On-Premises vs Cloud Cost Analysis

  • On-premises breaks even at 60-70% sustained utilization over a 3-year hardware lifecycle when accounting for facilities, networking, power, cooling, and operations staff.
  • Cloud wins for variable workloads, experimentation phases, and teams without data center expertise. The ability to scale to zero is valuable during early-stage projects.
  • Hybrid approaches use on-prem for baseline training workloads and cloud for burst capacity, experimentation, and inference serving.
  • Factor in the full cost of on-prem: hardware depreciation, power (GPUs draw 300-700W each), cooling (typically 1.3-1.5x power overhead), networking equipment, rack space, and at least one full-time infrastructure engineer.
  • Cloud reserved instances (1-3 year commitments) reduce costs by 40-60% and should be compared against on-prem costs, not on-demand pricing.

CUDA Ecosystem

  • Pin CUDA, cuDNN, and NCCL versions across your cluster. Version mismatches cause subtle numerical differences and NCCL communication failures.
  • Use NVIDIA's NGC containers as base images. They include optimized versions of all CUDA libraries and are tested for compatibility.
  • Monitor CUDA errors using nvidia-smi and DCGM (Data Center GPU Manager).

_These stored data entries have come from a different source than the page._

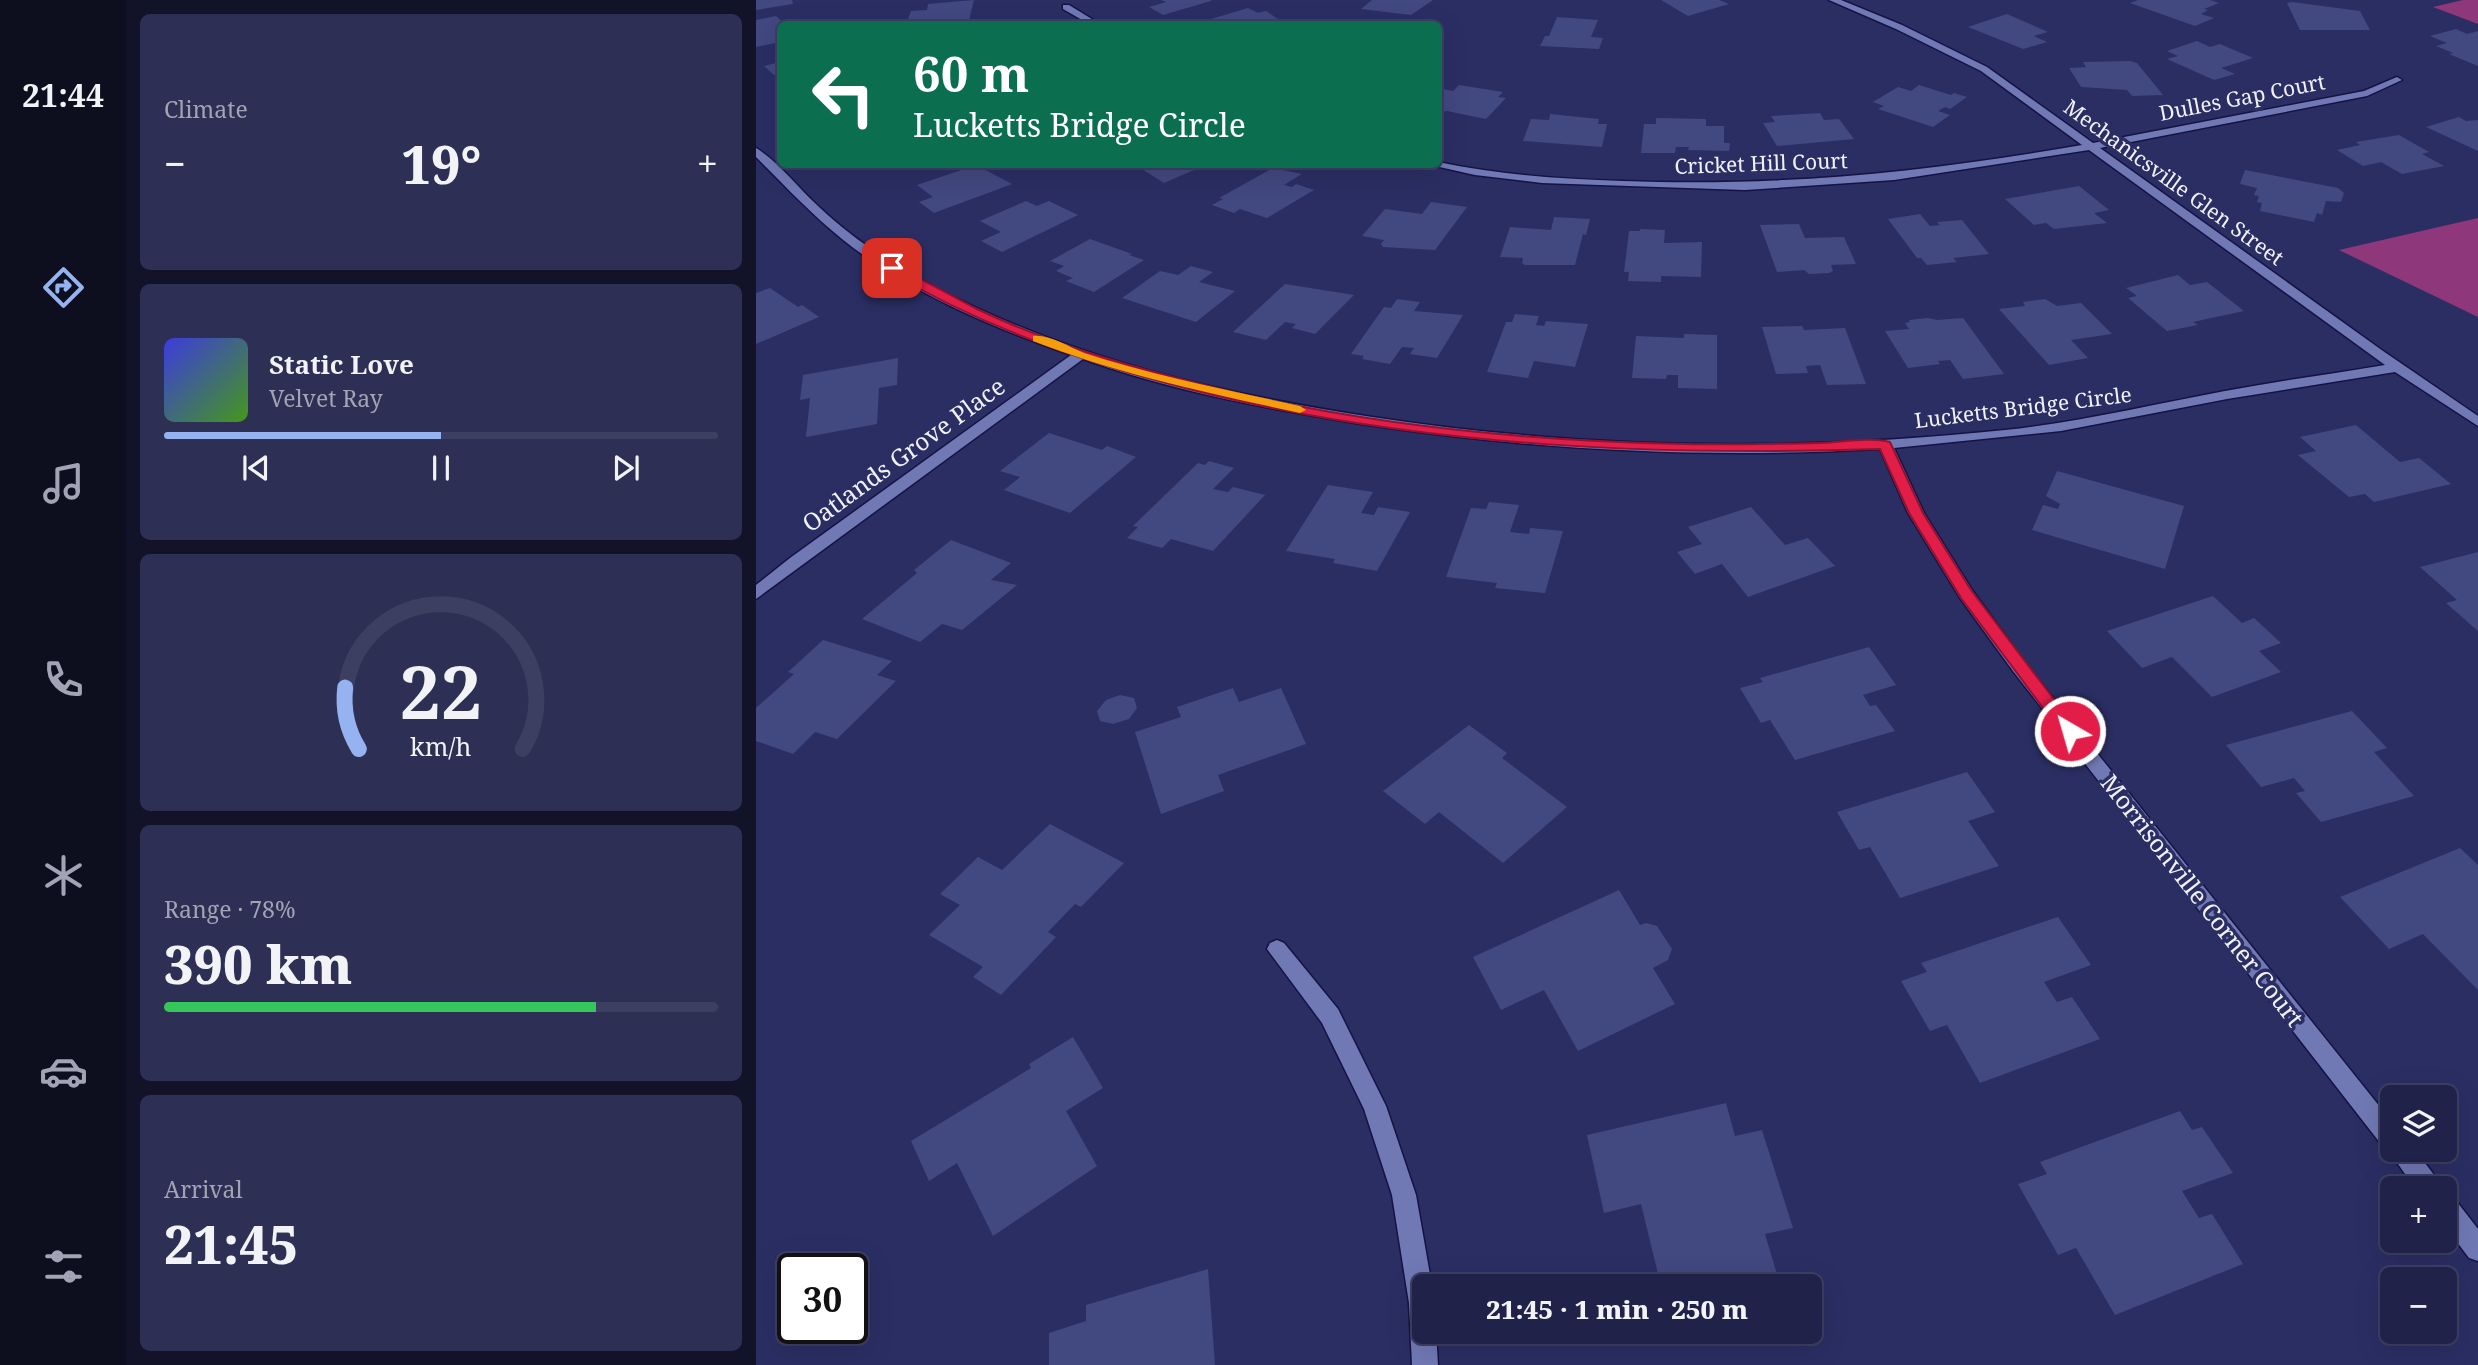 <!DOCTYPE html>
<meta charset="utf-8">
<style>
:root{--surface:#20224a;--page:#2d2f54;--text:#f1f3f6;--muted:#a2a4b5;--line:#3d3f62;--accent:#95b2f1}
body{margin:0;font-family:"Noto Serif",serif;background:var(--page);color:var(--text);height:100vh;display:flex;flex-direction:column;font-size:26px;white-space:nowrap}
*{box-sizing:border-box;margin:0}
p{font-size:23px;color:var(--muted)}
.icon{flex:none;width:38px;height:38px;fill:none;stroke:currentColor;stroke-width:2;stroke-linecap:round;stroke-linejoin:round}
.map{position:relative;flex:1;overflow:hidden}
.drawer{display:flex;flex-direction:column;gap:14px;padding:14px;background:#121329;width:630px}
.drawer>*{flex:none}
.hud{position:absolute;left:21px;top:21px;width:665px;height:147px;border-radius:10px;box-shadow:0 7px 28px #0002,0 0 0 2px var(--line);background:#0b6e4f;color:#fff;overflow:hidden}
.tools{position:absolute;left:1624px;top:1085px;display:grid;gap:14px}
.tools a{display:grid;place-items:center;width:77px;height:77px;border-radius:10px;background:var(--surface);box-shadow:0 7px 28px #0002,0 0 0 2px var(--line);font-size:35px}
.speed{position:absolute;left:21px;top:1253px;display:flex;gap:14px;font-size:35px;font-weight:700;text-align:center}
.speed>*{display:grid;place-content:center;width:91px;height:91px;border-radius:50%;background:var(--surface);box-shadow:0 7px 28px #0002,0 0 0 2px var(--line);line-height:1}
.speed .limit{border:4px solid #111;border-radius:10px;background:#fff;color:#111}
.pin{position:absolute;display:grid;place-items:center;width:60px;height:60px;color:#fff;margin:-30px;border-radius:14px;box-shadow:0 4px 10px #0006}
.me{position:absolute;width:77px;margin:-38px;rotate:322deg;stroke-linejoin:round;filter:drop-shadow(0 0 5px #0008)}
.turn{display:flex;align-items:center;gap:24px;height:147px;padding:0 21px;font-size:32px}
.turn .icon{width:91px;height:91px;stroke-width:2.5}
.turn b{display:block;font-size:49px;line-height:60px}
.big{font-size:52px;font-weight:800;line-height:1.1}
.drawer .widget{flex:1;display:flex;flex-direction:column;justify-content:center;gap:10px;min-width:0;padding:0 24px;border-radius:10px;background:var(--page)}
.drawer .dial{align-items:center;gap:0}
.dial svg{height:182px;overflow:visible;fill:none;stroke:var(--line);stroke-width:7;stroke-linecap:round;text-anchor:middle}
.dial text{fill:var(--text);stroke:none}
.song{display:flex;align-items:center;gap:21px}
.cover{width:84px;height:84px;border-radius:10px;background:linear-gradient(135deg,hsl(240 70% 55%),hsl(100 70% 35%))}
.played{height:7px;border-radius:4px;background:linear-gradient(90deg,var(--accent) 50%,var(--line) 50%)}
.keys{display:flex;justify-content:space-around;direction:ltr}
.heat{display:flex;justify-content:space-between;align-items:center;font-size:38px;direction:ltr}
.charge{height:10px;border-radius:5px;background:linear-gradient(90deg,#34c759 78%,var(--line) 0)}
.trip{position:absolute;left:656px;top:1274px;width:410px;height:70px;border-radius:10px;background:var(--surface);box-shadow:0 7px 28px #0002,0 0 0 2px var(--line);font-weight:800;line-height:70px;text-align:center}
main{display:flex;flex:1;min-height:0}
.dock{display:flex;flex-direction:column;width:126px;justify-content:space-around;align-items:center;background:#0d0e1e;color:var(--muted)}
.dock .icon{width:49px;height:49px}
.dock .active{color:var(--accent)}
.dock b{font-size:32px;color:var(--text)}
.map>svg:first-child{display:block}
.green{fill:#8e387b}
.building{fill:#424880}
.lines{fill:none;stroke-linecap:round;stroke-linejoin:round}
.minor-casing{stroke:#151346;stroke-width:3}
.minor{fill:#7179b5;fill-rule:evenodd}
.route{fill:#e11d48;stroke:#92132f;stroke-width:2}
.slow{fill:#f59e0b}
.labels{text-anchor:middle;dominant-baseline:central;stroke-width:7;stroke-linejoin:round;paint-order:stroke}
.far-street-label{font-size:21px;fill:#f1f2f9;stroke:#2b2e63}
.street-label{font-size:24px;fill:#f1f2f9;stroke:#2b2e63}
</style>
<main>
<nav class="dock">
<b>21:44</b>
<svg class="icon active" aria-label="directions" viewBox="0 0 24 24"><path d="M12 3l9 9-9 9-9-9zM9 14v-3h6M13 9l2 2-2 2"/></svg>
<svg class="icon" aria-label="music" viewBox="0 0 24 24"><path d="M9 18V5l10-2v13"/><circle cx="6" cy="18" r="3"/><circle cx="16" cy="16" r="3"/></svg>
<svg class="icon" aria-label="phone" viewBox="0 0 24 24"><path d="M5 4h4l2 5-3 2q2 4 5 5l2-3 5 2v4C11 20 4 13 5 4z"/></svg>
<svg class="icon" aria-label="climate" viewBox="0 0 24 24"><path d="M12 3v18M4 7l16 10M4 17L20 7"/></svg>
<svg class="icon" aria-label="car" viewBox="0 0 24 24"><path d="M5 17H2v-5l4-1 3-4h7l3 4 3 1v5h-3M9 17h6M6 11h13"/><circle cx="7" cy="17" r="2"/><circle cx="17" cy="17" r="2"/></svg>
<svg class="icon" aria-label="filters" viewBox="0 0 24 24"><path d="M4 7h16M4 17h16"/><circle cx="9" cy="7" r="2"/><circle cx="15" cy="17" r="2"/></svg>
</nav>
<section class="drawer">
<div class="widget"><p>Climate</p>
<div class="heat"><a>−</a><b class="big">19°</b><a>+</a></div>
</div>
<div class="widget">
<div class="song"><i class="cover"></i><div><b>Static Love</b><p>Velvet Ray</p></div></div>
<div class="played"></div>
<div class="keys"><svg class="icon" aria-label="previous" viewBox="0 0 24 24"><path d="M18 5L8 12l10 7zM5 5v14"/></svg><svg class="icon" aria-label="pause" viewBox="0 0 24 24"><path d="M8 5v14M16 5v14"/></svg><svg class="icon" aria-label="next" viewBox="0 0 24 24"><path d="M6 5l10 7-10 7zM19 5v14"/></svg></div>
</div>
<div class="widget dial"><svg viewBox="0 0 100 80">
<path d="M14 69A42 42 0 1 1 86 69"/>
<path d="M14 69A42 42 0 0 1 8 42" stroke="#95b2f1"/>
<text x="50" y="56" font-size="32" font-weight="700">22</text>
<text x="50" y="72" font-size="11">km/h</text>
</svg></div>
<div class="widget"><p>Range · 78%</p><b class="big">390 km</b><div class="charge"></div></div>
<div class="widget"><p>Arrival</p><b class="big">21:45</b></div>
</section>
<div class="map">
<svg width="1722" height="1365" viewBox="0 0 1722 1365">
<rect width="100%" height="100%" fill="#2b2e63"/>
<!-- green -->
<g class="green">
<path d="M1707,0H1722V24L1677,7Z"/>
<path d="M1722,218V317L1583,250Z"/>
</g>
<!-- building -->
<g class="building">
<path d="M0,0H36L37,4L0,10Z"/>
<path d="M218,0L212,24H154L156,19H152L155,11L171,10L172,4Z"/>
<path d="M405,0H455V1L407,15L393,7L410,2Z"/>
<path d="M616,0H677L655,15L605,9Z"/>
<path d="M905,0H963L973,4L932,16Z"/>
<path d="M1382,0H1454L1463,3L1448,9L1452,10L1445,14L1458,18L1439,26L1374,3Z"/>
<path d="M1536,2L1604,11L1614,30H1544L1531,3Z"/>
<path d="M492,8L502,13L510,11L528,23L465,24L455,19Z"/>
<path d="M1251,14L1292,32L1278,36L1291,42L1267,49L1212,27Z"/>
<path d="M20,16L29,24H24V42L0,47V20Z"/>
<path d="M801,17L842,20L835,37L847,38L843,49L784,46L789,36H793Z"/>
<path d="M1700,29L1711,34L1722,31V66L1693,54L1697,53L1680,46L1691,43L1674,36Z"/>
<path d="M1441,41L1454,47L1464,44L1497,58L1465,68L1479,74L1458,80L1411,59L1422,56L1411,51Z"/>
<path d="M1374,61L1381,63L1407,95L1376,96L1371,90L1325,87L1313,68L1330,67L1327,62Z"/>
<path d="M24,62V73L18,75L8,66Z"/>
<path d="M703,85L747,92L742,97L750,98L730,119L691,111L682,113V88L697,91Z"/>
<path d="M1163,85L1195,95L1198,93L1211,97L1194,109L1189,107L1182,111L1194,115L1177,127L1122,109L1128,106L1117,102L1142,87L1155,91Z"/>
<path d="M1064,113L1068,120L1083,119L1098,139L1021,146L1007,123L1019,122L1015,116Z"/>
<path d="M794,114L843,119L842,124H851L846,147L767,141L775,119L793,120Z"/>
<path d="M1703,117L1710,121L1722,120V151L1670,127Z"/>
<path d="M900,118L950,119V126H968V143H974L973,151L932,150L933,147H920L919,153H885L888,124H900Z"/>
<path d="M1643,135L1673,152L1666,154L1688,166L1646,174L1625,162L1607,166L1581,150L1604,145L1600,142Z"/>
<path d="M378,164H452L408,183Z"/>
<path d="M220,165L256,184L178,213L163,202L177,197L161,185Z"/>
<path d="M517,168L546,174L528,185L536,187L540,184L558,190L511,218L484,209L478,213L456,205L467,199L463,198Z"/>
<path d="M1489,170L1582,188L1588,193L1585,202L1570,201L1566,215L1561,213L1558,222L1504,211L1506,203L1501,202L1503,196L1498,195L1501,188L1484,184Z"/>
<path d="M1323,186L1353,210L1338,213L1351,223L1298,229L1290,223L1278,225L1249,199Z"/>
<path d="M270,201L281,206L293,201L322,215L246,252L225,241L245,232L224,221Z"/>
<path d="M675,202L711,207L679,250L627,247L625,244L628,240L606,236L629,209L666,214Z"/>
<path d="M1164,214L1174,226L1184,225L1181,222L1206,220L1233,254L1197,258L1201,262L1171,265L1165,258H1161L1132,219Z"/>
<path d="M798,217L834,219L830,235L827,234L819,265H769L766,263L767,258L744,257L754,227L795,230Z"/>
<path d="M1043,224L1049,238L1088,237L1100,264L1075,265L1077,271L1073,273L1053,274L1048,270L1021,272L1004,225Z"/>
<path d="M884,229L909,230L908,243L946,242L945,277L905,276V282L872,281L873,272H868L873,231H884Z"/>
<path d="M334,239L376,254L373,255L388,260L338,292L310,281L317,278L300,271L308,266L294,261Z"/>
<path d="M435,266L457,272L443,282L479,291L440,322L366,298L404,271L422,275Z"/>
<path d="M1422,275L1434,285L1451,282L1488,311L1437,322L1442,325L1411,331L1372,298L1381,296L1370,288Z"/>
<path d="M529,284L598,295L559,334L536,328L540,324L529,322L510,340L477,332Z"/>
<path d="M14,288L42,307L46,305L63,317L0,344V293Z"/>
<path d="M641,299L664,302L658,311L707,315L681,358L654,354L658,348L646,347L634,364L606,359L608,356L595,354L628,307L635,308Z"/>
<path d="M1289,299L1301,306L1325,303L1356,334L1315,340L1332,358L1293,365L1243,309L1269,306L1267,302Z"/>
<path d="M759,314L783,316L780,325L788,326L790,321L832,324L819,367L778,361L772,378L731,372L750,322H756Z"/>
<path d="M1172,318L1181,320L1207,318L1248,374L1207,379L1194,360L1182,361L1184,364L1152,368L1129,331L1153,329L1149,323L1154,322L1153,320Z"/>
<path d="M1046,326L1048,330L1089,328L1110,384L1071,385L1064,365L1050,366L1052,373L1020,374L1006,327Z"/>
<path d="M928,334L961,335V389L922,388V375H911L910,379L876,378L880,336L928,338Z"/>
<path d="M142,358L141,385L123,388L121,424L50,437L54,398L44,400L47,375Z"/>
<path d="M1600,425L1644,462L1663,458L1695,484L1618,502L1609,494L1593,497L1542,455L1560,451L1544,437Z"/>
<path d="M293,433L346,450L351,446L380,457L314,513L248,490L264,477L244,471Z"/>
<path d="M453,461L478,468L457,489L472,492L477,487L509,495L457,551L415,539L406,548L371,538L382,527L377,526L442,463L449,465Z"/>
<path d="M1301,471L1428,506L1409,569L1276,530L1287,505L1302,509L1304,504L1290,496Z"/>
<path d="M572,485L617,492L605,513L618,515L622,507L654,512L621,571L577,563L579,559L530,551Z"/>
<path d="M733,502L763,505L754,532L773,534L774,528L807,531L789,593L739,588L741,583L690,577L715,508L730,509Z"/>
<path d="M995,507L1029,545L1052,538L1079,566L992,597L966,564L939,574L921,552L946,544L932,527Z"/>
<path d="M195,540L255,563L235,580L261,585L206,630L186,624L164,642L106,619L161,573L158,570Z"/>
<path d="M1722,552V631L1690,603L1701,600L1664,567Z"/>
<path d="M1457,596L1486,623L1498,618L1525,643L1503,651L1525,672L1456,697L1416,657L1386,668L1351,631Z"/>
<path d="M67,640L136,661L121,675L140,681L81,739L59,732L37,754L0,741V708L38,674L32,672Z"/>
<path d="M1113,647L1140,685L1107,695L1114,706L1120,705L1139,731L1039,760L1014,720L1005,723L984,688L1007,682L1004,678Z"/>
<path d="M477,688L483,702L525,688L550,744L462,775L468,791L405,814L379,732L425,717L421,707Z"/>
<path d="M364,695L378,698L381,708L373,719L357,724L344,721L341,711L350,700Z"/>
<path d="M1596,711L1631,748L1618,752L1658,796L1565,822L1540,793L1549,791L1538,778L1505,787L1470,745Z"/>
<path d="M713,725L751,753L746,758L811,807L747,863L683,812L669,824L627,791Z"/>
<path d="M1211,772L1239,812L1212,821L1243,866L1144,898L1114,847L1103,850L1081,812Z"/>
<path d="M294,824L368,863L325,907L319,904L292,932L300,937L245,995L217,977L227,967L173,935L204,905L184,894L222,857L246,870Z"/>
<path d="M1704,848L1722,865V990L1667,934L1633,949L1584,897Z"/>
<path d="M863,890L884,925L890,923L901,926L916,949L912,960L897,968L919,1004L822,1051L788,990L745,1010L717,957Z"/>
<path d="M1302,917L1335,965L1288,982L1301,1002L1316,997L1344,1039L1224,1083L1191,1025L1174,1031L1145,981L1171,972L1165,963Z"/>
<path d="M317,1037L347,1088L310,1111L341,1166L237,1236L201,1163L173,1181L155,1141L275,1068L273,1064Z"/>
<path d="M970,1103L979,1136L1006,1130L1037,1228L1009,1234L1023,1281L1004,1286H905L885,1204L848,1213L831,1135Z"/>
<path d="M1424,1111L1436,1130L1446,1127L1477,1173L1426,1191L1443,1218L1456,1214L1487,1264L1359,1315L1320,1248L1302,1255L1262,1184L1291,1174L1284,1162Z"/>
<path d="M452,1269L459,1365H293V1333L330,1321V1305Z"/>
</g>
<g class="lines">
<defs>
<g id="minor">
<path d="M1073,0H1085L1146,25L1231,67L1337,143L1608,91L1641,77L1646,80L1611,96L1344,148L1627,351L1722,416V426L1639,372L1471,399L1305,431L1138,448L1168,513L1216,590L1269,663L1636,1122V1150H1659L1682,1180L1686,1188H1659L1632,1150L1628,1148L1257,671L1204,598L1152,513L1124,449C950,459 777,450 605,424C512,409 416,391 327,359L0,599V585L34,558L315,355C235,327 152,292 86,239C55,214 28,185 0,157V148C23,162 42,188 62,206C98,240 138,266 182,289C317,359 466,394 616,417C825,449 1038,452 1249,430C1323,422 1395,405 1469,391C1522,381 1576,374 1629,365L1333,150L1138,180L989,190L786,183L719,175L670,164H682V162C743,175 805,179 867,181C1027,187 1169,172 1326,145L1225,71L1140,29Z"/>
<path d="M307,5H313L344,24H333L307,9Z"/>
<path d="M521,940L528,943L582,1009L630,1106L660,1195L676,1286H668V1332H680L682,1365H656L653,1303L636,1195L608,1109L566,1023L511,949L514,943Z"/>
<path d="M1689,1195L1698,1198L1722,1229V1261L1713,1258L1689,1226Z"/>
</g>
</defs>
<!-- minor casing -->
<use href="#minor" class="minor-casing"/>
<!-- minor -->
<use href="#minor" class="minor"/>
</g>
<!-- route -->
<path class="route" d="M132,266C142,265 207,302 221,309C303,348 390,371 477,392C624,427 777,441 928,444C974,445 1019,444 1065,443C1087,442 1113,437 1134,442L1167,513L1215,590L1322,731L1320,736H1308L1205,598L1153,513L1124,449C900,456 676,447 457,395C342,367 233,331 132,271Z"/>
<!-- slow -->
<path class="slow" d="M277,336C293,334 313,347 328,353C398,376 472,390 544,406L550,410L544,413C454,393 364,375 277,341Z"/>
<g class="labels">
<!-- far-street labels -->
<g class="far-street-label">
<text transform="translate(1486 97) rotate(-11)">Dulles Gap Court</text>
<text transform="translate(1005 163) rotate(-2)">Cricket Hill Court</text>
<text transform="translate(1418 182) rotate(36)">Mechanicsville Glen Street</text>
<text transform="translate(1267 407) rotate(-7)">Lucketts Bridge Circle</text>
</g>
<!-- street labels -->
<g class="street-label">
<text transform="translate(147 454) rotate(-36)">Oatlands Grove Place</text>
<text transform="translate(1447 900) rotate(52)">Morrisonville Corner Court</text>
</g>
</g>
</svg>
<div class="tools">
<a><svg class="icon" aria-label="layers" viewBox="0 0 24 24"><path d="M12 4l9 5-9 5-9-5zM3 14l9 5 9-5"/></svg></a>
<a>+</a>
<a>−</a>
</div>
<div class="speed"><div class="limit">30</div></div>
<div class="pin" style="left:136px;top:268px;background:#d93025"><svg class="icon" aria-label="arrive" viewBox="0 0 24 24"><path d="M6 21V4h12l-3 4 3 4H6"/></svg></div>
<svg class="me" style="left:1314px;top:731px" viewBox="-20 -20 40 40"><circle r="17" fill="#e11d48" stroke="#fff" stroke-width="3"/><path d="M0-11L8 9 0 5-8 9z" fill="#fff"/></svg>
<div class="trip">21:45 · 1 min · 250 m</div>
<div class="hud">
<div class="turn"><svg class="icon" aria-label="left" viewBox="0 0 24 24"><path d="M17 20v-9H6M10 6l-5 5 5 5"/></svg><div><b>60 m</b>Lucketts Bridge Circle</div></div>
</div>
</div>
</main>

Enable ECC memory error reporting and set thresholds for hardware replacement.
  • Manage CUDA driver updates carefully. Driver updates can change numerical behavior. Test training reproducibility after driver upgrades.

Anti-Patterns -- What NOT To Do

  • Do not buy GPUs without planning the network. A cluster of 64 H100s connected by 10GbE Ethernet will perform worse for distributed training than 16 H100s on InfiniBand.
  • Do not ignore GPU utilization metrics. If your training jobs average 40% GPU utilization, you are paying for 2.5x the compute you are using. Profile and optimize before adding more GPUs.
  • Do not use consumer GPUs for production training. RTX cards lack ECC memory, have limited NVLink support, and have restrictive EULA terms for data center use.
  • Do not assume cloud GPU availability. H100 instances can be unavailable for weeks. Reserve capacity in advance for critical training runs.
  • Do not skip thermal management planning for on-prem. GPU clusters generate enormous heat. Inadequate cooling causes thermal throttling that silently reduces performance.
  • Do not mix GPU generations in a training cluster. The slowest GPU dictates training speed in data-parallel training, making mixed clusters inefficient.